**Extracted data**
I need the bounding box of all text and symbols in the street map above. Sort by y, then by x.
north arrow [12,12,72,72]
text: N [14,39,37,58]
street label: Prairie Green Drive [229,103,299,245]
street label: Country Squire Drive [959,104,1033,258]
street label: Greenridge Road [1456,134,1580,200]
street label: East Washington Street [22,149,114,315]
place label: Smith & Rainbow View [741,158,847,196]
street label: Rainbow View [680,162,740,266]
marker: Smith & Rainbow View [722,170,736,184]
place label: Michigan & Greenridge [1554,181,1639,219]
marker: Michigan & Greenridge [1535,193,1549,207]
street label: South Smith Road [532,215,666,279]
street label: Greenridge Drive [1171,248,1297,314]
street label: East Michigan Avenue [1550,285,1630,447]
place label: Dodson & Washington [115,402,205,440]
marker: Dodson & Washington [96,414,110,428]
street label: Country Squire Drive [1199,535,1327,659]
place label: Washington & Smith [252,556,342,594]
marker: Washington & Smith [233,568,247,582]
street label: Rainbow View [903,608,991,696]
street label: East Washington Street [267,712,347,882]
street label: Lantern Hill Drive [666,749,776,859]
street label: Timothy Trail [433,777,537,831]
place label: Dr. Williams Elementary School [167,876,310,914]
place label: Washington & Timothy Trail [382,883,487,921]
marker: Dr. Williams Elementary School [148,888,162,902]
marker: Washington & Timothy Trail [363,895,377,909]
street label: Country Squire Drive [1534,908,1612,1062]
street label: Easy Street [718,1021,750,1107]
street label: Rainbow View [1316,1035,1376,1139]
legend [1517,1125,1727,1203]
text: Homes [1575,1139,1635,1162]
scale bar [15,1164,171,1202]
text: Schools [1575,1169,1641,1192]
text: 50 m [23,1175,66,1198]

**What the exercise asks**
Retype all of the data word for word.

**Output below**
I need the bounding box of all text and symbols in the street map above. Sort by y, then by x.
north arrow [12,12,72,72]
text: N [14,39,37,58]
street label: Prairie Green Drive [229,103,299,245]
street label: Country Squire Drive [959,104,1033,258]
street label: Greenridge Road [1456,134,1580,200]
street label: East Washington Street [22,149,114,315]
place label: Smith & Rainbow View [741,158,847,196]
street label: Rainbow View [680,162,740,266]
marker: Smith & Rainbow View [722,170,736,184]
place label: Michigan & Greenridge [1554,181,1639,219]
marker: Michigan & Greenridge [1535,193,1549,207]
street label: South Smith Road [532,215,666,279]
street label: Greenridge Drive [1171,248,1297,314]
street label: East Michigan Avenue [1550,285,1630,447]
place label: Dodson & Washington [115,402,205,440]
marker: Dodson & Washington [96,414,110,428]
street label: Country Squire Drive [1199,535,1327,659]
place label: Washington & Smith [252,556,342,594]
marker: Washington & Smith [233,568,247,582]
street label: Rainbow View [903,608,991,696]
street label: East Washington Street [267,712,347,882]
street label: Lantern Hill Drive [666,749,776,859]
street label: Timothy Trail [433,777,537,831]
place label: Dr. Williams Elementary School [167,876,310,914]
place label: Washington & Timothy Trail [382,883,487,921]
marker: Dr. Williams Elementary School [148,888,162,902]
marker: Washington & Timothy Trail [363,895,377,909]
street label: Country Squire Drive [1534,908,1612,1062]
street label: Easy Street [718,1021,750,1107]
street label: Rainbow View [1316,1035,1376,1139]
legend [1517,1125,1727,1203]
text: Homes [1575,1139,1635,1162]
scale bar [15,1164,171,1202]
text: Schools [1575,1169,1641,1192]
text: 50 m [23,1175,66,1198]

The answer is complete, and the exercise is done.